### PROBLEM TO WORK ON
Output the entries below word for word, stopping once the line containing "position:absolute; width:30px; height:30px;" is done, and omit each picture.
•••
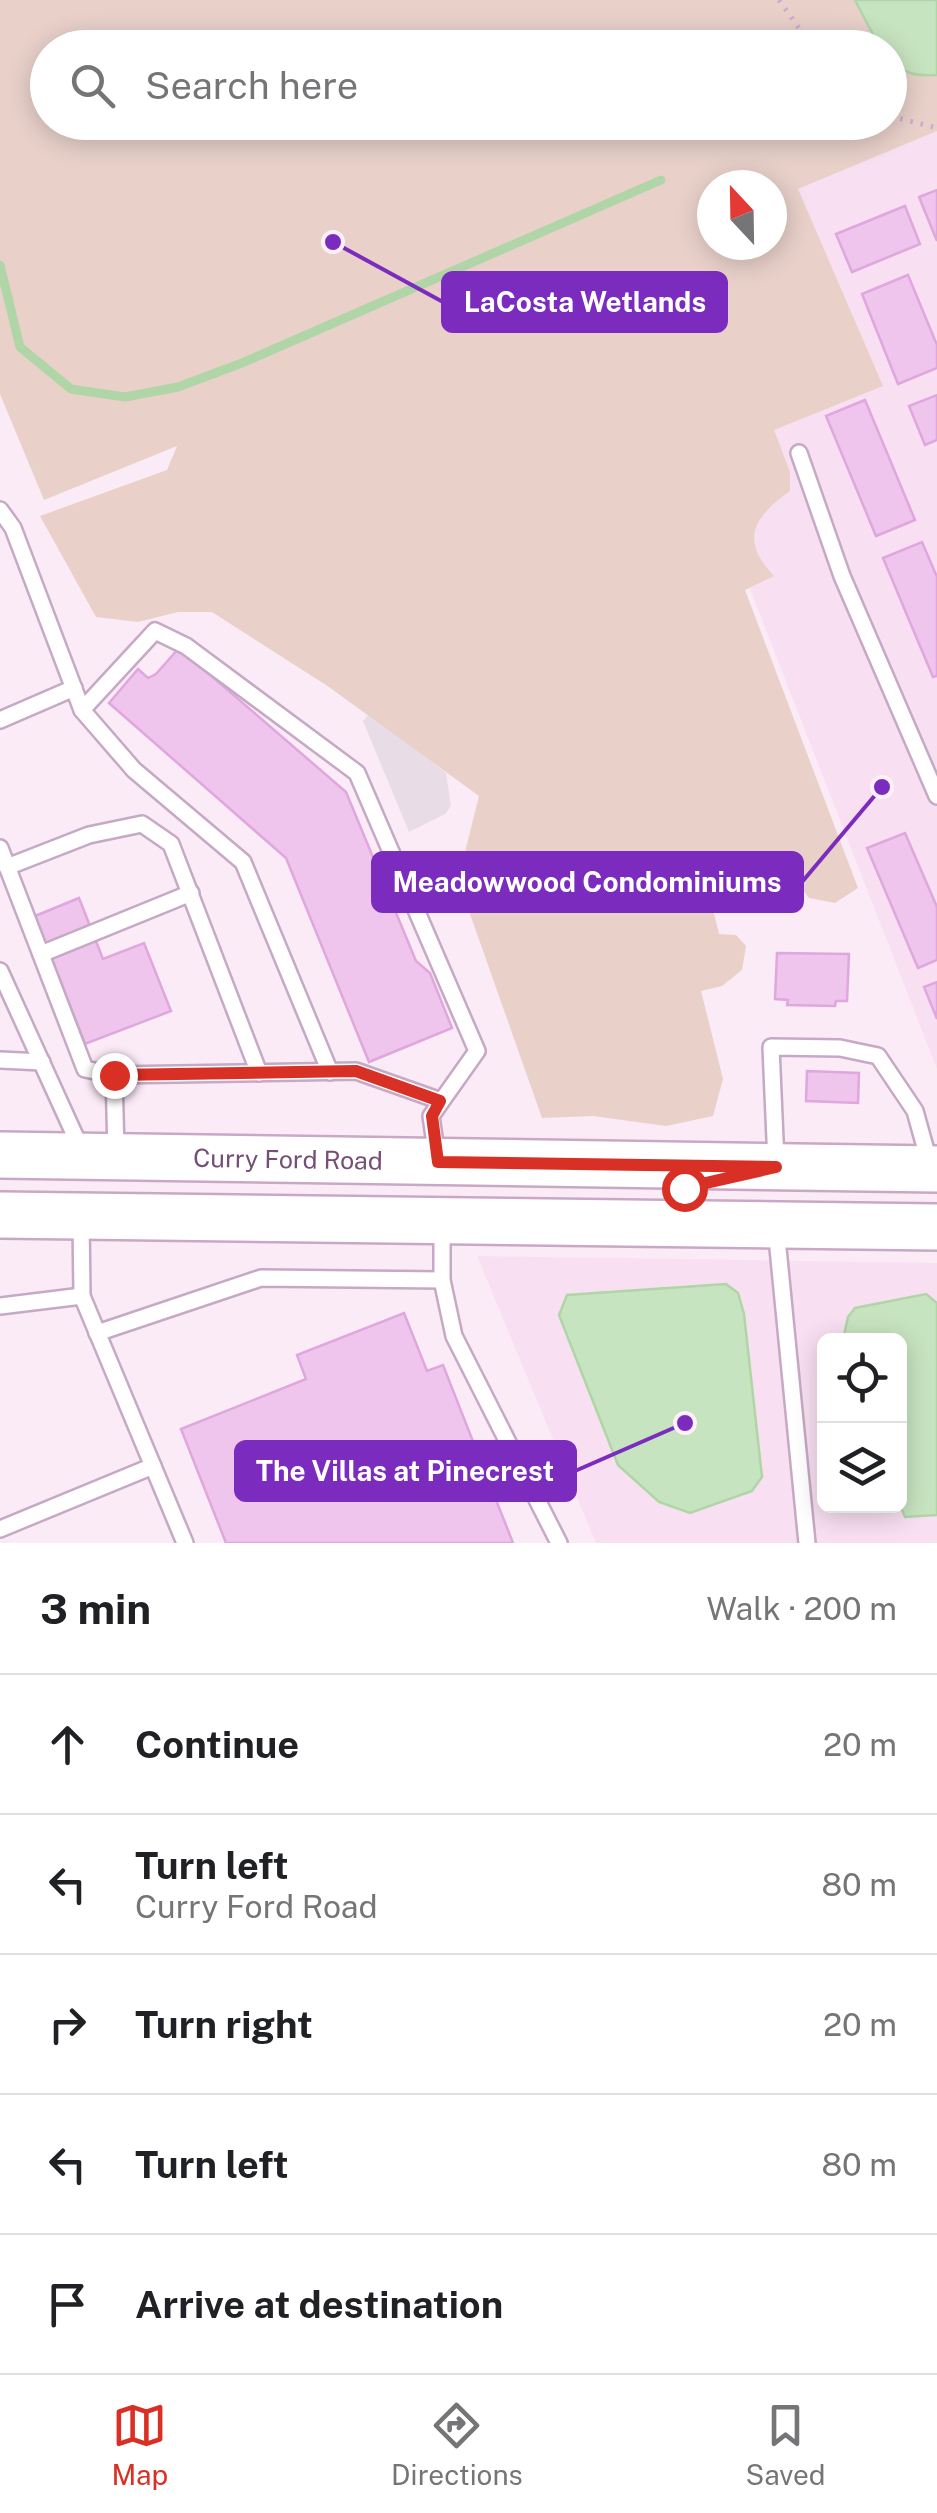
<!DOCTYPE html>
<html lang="en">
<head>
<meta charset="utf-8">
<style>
	body { margin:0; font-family:"Public Sans",sans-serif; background:#f6f6f6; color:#202124 }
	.controls { position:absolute; right:30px; bottom:30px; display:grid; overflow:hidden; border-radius:15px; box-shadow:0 5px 25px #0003 }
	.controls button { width:90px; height:90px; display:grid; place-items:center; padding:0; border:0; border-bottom:2px solid #e0e0e0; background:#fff; color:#202124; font:50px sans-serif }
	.compass { position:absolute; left:697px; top:170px; width:90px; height:90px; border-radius:50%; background:#fff; box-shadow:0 5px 25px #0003; rotate:338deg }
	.stop { position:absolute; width:30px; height:30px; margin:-22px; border:8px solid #d93025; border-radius:50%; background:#fff }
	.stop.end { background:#d93025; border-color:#fff; box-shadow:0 2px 10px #0008 }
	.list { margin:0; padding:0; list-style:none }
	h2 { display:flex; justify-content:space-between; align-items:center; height:130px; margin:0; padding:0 40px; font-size:42px }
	h2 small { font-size:32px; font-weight:400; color:#757577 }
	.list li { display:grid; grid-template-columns:65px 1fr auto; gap:30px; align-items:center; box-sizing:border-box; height:140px; padding:0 40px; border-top:2px solid #e0e0e0 }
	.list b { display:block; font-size:38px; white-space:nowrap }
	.list p { margin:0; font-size:32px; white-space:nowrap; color:#757577 }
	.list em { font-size:32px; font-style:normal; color:#757577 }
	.icon { flex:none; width:55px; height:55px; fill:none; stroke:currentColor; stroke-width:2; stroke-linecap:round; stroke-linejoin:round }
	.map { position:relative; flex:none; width:937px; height:1543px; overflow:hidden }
	.search { position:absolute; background:#fff; box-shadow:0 5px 25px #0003; left:30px; right:30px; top:30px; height:110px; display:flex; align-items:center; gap:25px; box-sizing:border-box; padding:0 35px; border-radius:55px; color:#757577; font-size:38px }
	.sheet { height:830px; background:#fff }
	nav { display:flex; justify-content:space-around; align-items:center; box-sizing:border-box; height:140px; border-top:2px solid #e0e0e0; background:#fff; font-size:28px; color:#757577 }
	nav a { display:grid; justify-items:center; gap:5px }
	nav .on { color:#d93025 }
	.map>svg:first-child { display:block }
	.residential { fill:#f8e0f2; fill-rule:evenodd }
	.industrial { fill:#e8dde7 }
	.green { fill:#e9d1ca; fill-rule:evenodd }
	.water { fill:#c7e4c0; stroke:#b0d5a7; stroke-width:2.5 }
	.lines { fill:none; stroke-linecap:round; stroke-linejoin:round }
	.stream { stroke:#b0d5a7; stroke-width:9 }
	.building { fill:#efc4ed; stroke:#e0a6de; stroke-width:2.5 }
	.lane-casing { stroke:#c6a9c4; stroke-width:20 }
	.secondary-casing { stroke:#c9a8c6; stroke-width:50 }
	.path { stroke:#d4a7d2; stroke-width:5; stroke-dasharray:2.5 8; stroke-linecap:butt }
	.lane { stroke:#fff; stroke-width:15 }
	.secondary { stroke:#fff; stroke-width:45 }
	.route { stroke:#d93025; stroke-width:12 }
	.labels { text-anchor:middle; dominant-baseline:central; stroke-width:8; stroke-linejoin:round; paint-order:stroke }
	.street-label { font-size:25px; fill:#754f75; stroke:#fef1fb }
	.leader { fill:none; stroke:#7b2cbf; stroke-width:4 }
	.callout-dot { fill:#7b2cbf; stroke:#fef1fb; stroke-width:4 }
	.callout { fill:#7b2cbf; stroke:#7b2cbf; stroke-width:4 }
	.callout-label { font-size:28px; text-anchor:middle; font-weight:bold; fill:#fff }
</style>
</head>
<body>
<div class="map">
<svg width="937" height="1543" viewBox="0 0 937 1543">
	<rect width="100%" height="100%" fill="#fbebf7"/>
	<g class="residential">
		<polygon points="937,131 937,1069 622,261 712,245 772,245 772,199"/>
		<path d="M477 1256 937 1263V1543H596ZM824 1340H900V1506H824Z"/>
	</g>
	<polygon class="industrial" points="370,713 446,773 451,806 445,814 409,832 363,721"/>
	<path class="green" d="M0 0H937V131L798 189 883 386 774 430 790 472V491C754 517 739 539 774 576L745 590 858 888 835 903 809 898 784 866 712 905 719 934 736 935 746 946 742 970 722 986 701 991 723 1079 713 1116 666 1126 593 1116 542 1118 458 880 479 796 329 687 212 612H178L138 622 96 617 40 516 167 470 177 446 44 500 0 394ZM48 48H890V122H48ZM712 185H772V245H712Z"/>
	<g class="water">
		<path d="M855 0H937V75C916 76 905 75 890 58V48L879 46Z"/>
		<polygon points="726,1284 738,1293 744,1314 762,1477 752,1491 690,1513 659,1502 618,1465 559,1315 567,1295"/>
		<polygon points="926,1294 937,1303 937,1515 905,1517 900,1505 900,1340 843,1340 848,1317 855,1308"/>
	</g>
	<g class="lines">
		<polyline class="stream" points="0,265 20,347 71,389 125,397 178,387 242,363 661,180"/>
	</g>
	<g class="building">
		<polygon points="937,190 937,241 919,197"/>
		<polygon points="905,206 920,244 852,272 836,234"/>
		<polygon points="908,275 937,345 937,368 898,384 862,294"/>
		<polygon points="937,395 937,440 925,445 909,406"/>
		<polygon points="865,400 915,520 876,536 826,416"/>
		<polygon points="922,542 937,577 937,676 933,677 883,558"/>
		<polygon points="179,648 346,792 416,961 430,973 452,1028 369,1062 286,858 109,703 138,669 148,678 156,674"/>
		<polygon points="905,833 937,907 937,960 918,968 867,848"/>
		<polygon points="79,898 103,959 144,943 171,1011 85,1044 35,916"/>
		<polygon points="777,953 849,954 847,1001 836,1001 835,1006 787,1005 788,1000 775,999"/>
		<polygon points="937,982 937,1019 924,987"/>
		<polygon points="807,1071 859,1073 858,1103 806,1101"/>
		<polygon points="404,1313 427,1371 443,1365 513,1543 226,1543 181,1429 306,1379 297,1355"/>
	</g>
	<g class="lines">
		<g class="lane-casing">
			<g id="lane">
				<polyline points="799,453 842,576 937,796"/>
				<polyline points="0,510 13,528 82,710 155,631 186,646 357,773 477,1051 431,1116 437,1158"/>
				<polyline points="82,710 134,770 243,862 330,1072"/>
				<polyline points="0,720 74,688"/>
				<polyline points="0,848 85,1069 114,1075 356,1071 441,1101"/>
				<polyline points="7,867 89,835 142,824 171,844 259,1073"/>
				<polyline points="41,954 191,893"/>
				<polyline points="0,971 81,1149"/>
				<polyline points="0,1060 42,1062"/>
				<polyline points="114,1075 116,1151"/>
				<polyline points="776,1163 771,1047 840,1048 878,1056 915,1111 930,1165"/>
				<polyline points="81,1220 82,1296 185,1543"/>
				<polyline points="442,1225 442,1280 454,1336 559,1543"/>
				<polyline points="776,1228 807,1543"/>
				<polyline points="0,1306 82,1296"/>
				<polyline points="97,1333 261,1278 442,1280"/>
				<polyline points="0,1529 153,1466"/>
			</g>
		</g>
		<g class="secondary-casing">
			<g id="secondary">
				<path id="s1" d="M0 1155 937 1169"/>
				<polyline points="0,1215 937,1227"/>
			</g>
		</g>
		<g class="path">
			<polyline points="779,0 813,48"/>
			<polyline points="890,116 937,128"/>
		</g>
		<use href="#lane" class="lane"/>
		<use href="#secondary" class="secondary"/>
	</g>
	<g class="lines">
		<polyline class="route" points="114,1075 356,1071 440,1101 432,1116 438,1162 776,1167 684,1188"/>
	</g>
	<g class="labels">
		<g class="street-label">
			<text stroke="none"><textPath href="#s1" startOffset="288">Curry Ford Road</textPath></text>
		</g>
	</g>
	<path class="leader" d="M333 242L443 302M882 787L802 882M685 1423L575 1471"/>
	<g class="callout-dot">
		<circle cx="333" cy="242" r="10"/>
		<circle cx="882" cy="787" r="10"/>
		<circle cx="685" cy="1423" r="10"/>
	</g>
	<g class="callout">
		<rect x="443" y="273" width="283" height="58" rx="10"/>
		<rect x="373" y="853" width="429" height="58" rx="10"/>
		<rect x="236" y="1442" width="339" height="58" rx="10"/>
	</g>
	<g class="callout-label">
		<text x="585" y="312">LaCosta Wetlands</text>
		<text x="587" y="892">Meadowwood Condominiums</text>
		<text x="405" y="1481">The Villas at Pinecrest</text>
	</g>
</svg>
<div class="controls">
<button><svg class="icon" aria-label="locate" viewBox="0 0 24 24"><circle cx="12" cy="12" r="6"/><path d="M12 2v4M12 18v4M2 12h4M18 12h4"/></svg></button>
<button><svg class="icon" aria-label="layers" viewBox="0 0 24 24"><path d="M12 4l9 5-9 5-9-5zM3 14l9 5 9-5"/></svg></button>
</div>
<svg class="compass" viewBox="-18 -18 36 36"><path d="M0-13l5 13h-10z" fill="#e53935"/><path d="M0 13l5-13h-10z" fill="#757577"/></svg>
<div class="stop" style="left:684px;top:1188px"></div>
<div class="stop end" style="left:114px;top:1075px"></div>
<div class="search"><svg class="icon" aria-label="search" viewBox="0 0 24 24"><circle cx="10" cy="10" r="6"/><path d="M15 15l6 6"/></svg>Search here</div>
</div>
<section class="sheet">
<h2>3 min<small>Walk · 200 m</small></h2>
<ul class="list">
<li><svg class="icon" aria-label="ahead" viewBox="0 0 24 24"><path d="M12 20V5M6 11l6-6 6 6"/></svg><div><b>Continue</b></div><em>20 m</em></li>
<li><svg class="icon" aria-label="left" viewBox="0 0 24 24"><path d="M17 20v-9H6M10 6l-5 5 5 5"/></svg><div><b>Turn left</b><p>Curry Ford Road</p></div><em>80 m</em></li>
<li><svg class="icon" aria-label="right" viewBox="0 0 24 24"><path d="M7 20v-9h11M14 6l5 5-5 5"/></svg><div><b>Turn right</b></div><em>20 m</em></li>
<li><svg class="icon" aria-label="left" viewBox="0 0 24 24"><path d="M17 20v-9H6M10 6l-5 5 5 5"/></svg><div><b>Turn left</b></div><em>80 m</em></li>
<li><svg class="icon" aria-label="arrive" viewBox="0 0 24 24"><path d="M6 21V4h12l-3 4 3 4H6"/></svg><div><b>Arrive at destination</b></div></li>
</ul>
</section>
<nav>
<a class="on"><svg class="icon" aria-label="map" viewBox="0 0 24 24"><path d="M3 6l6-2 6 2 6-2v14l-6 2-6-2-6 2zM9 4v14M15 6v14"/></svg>Map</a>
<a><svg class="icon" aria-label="directions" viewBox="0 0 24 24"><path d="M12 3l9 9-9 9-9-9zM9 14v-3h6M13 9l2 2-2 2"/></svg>Directions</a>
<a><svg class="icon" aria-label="saved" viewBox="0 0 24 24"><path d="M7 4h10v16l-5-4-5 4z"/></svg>Saved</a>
</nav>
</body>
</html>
•••
### COMPLETED EXERCISE
<!DOCTYPE html>
<html lang="en">
<head>
<meta charset="utf-8">
<style>
	body { margin:0; font-family:"Public Sans",sans-serif; background:#f6f6f6; color:#202124 }
	.controls { position:absolute; right:30px; bottom:30px; display:grid; overflow:hidden; border-radius:15px; box-shadow:0 5px 25px #0003 }
	.controls button { width:90px; height:90px; display:grid; place-items:center; padding:0; border:0; border-bottom:2px solid #e0e0e0; background:#fff; color:#202124; font:50px sans-serif }
	.compass { position:absolute; left:697px; top:170px; width:90px; height:90px; border-radius:50%; background:#fff; box-shadow:0 5px 25px #0003; rotate:338deg }
	.stop { position:absolute; width:30px; height:30px; margin:-22px; border:8px solid #d93025; border-radius:50%; background:#fff }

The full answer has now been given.